### [Task to complete]
When you copy the data, keep every word exactly as it is and leave the pictures out.

Stored data entries
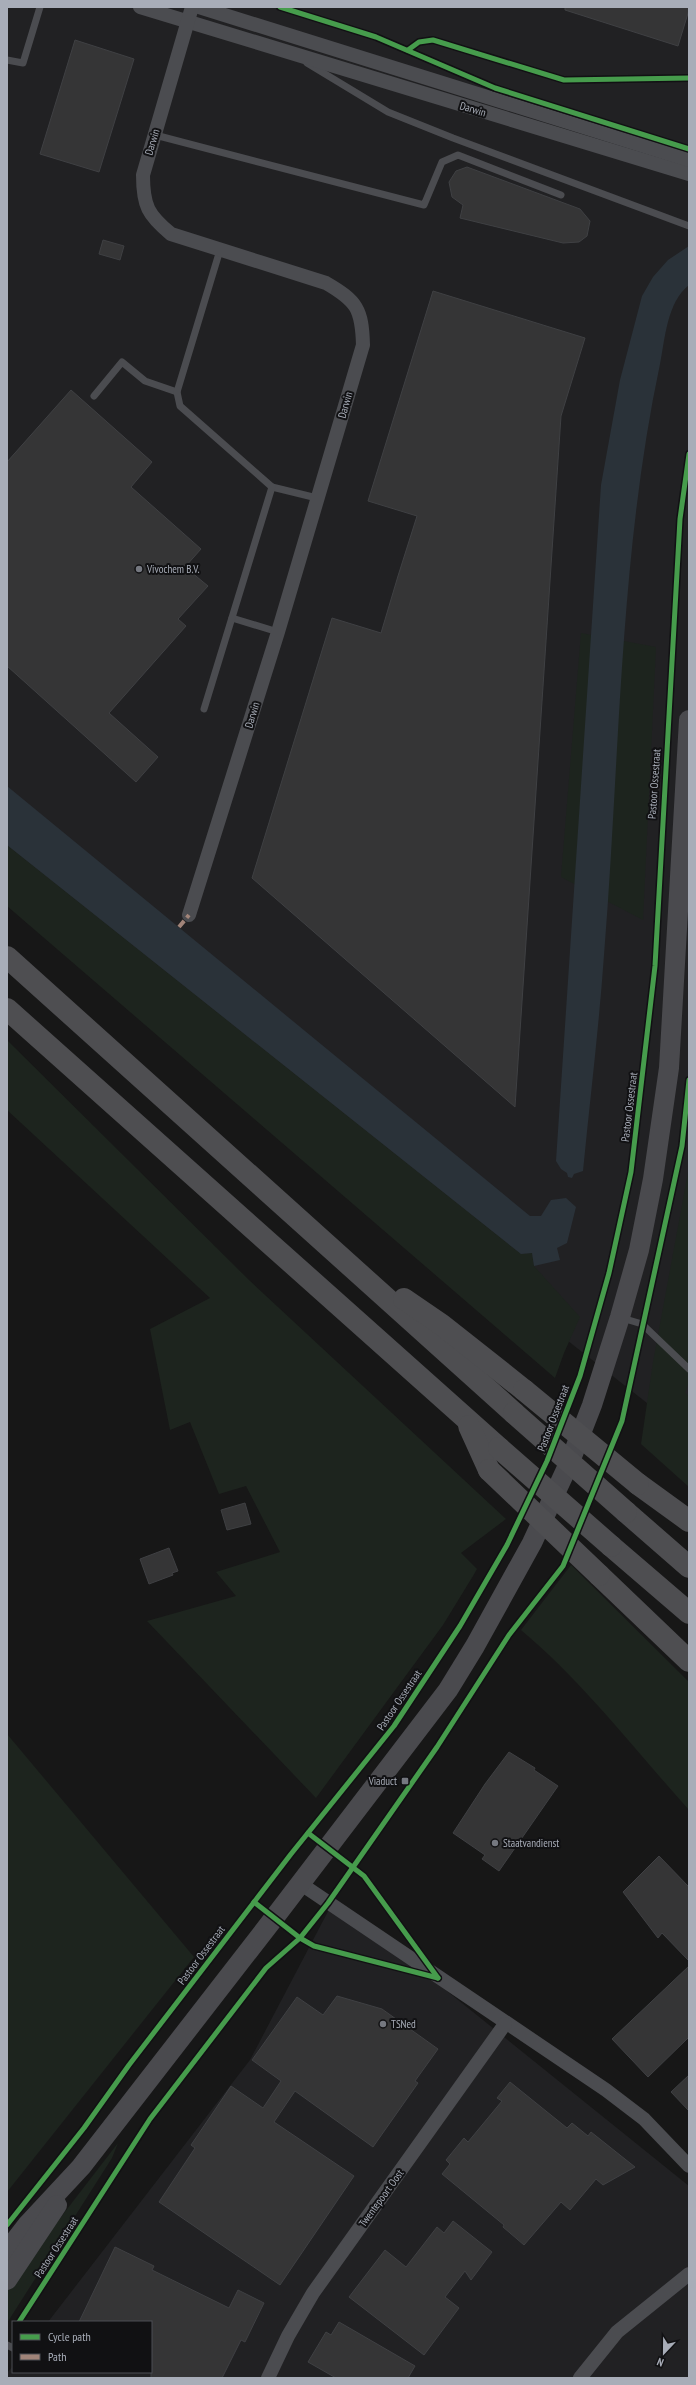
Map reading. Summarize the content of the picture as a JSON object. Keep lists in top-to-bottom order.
{
  "streets": {
    "main road": ["Pastoor Ossestraat"],
    "street": ["Darwin", "Twentepoort Oost"]
  },
  "places": {
    "other": ["Vivochem B.V.", "Staatvandienst", "TSNed"],
    "transit": ["Viaduct"]
  },
  "legend": ["Cycle path", "Path"],
  "north": "bottom"
}
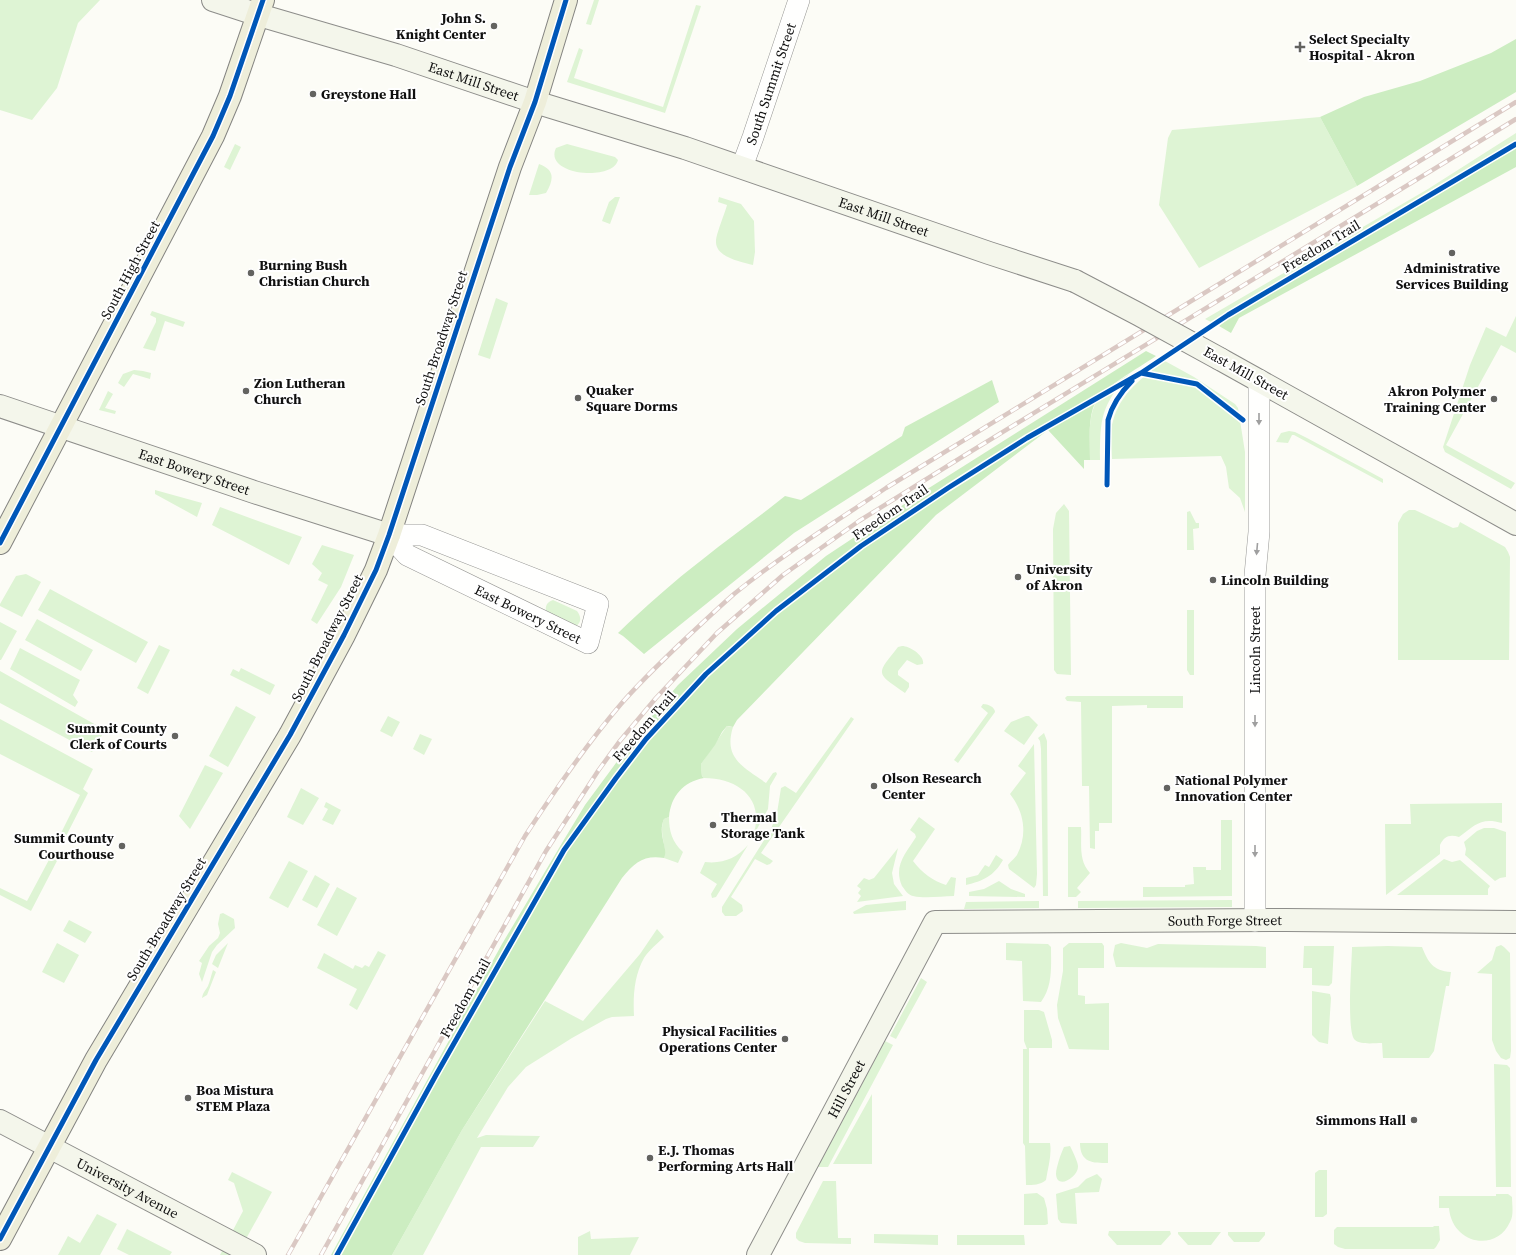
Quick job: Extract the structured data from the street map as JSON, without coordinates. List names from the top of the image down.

### [Exercise response]
Map reading. Summarize the content of the picture as a JSON object. Keep lists in top-to-bottom order.
{
  "streets": {
    "main road": ["Pastoor Ossestraat"],
    "street": ["Darwin", "Twentepoort Oost"]
  },
  "places": {
    "other": ["Vivochem B.V.", "Staatvandienst", "TSNed"],
    "transit": ["Viaduct"]
  },
  "legend": ["Cycle path", "Path"],
  "north": "bottom"
}
Quick job: Extract the structured data from the street map as JSON, without coordinates. List names from the top of the image down.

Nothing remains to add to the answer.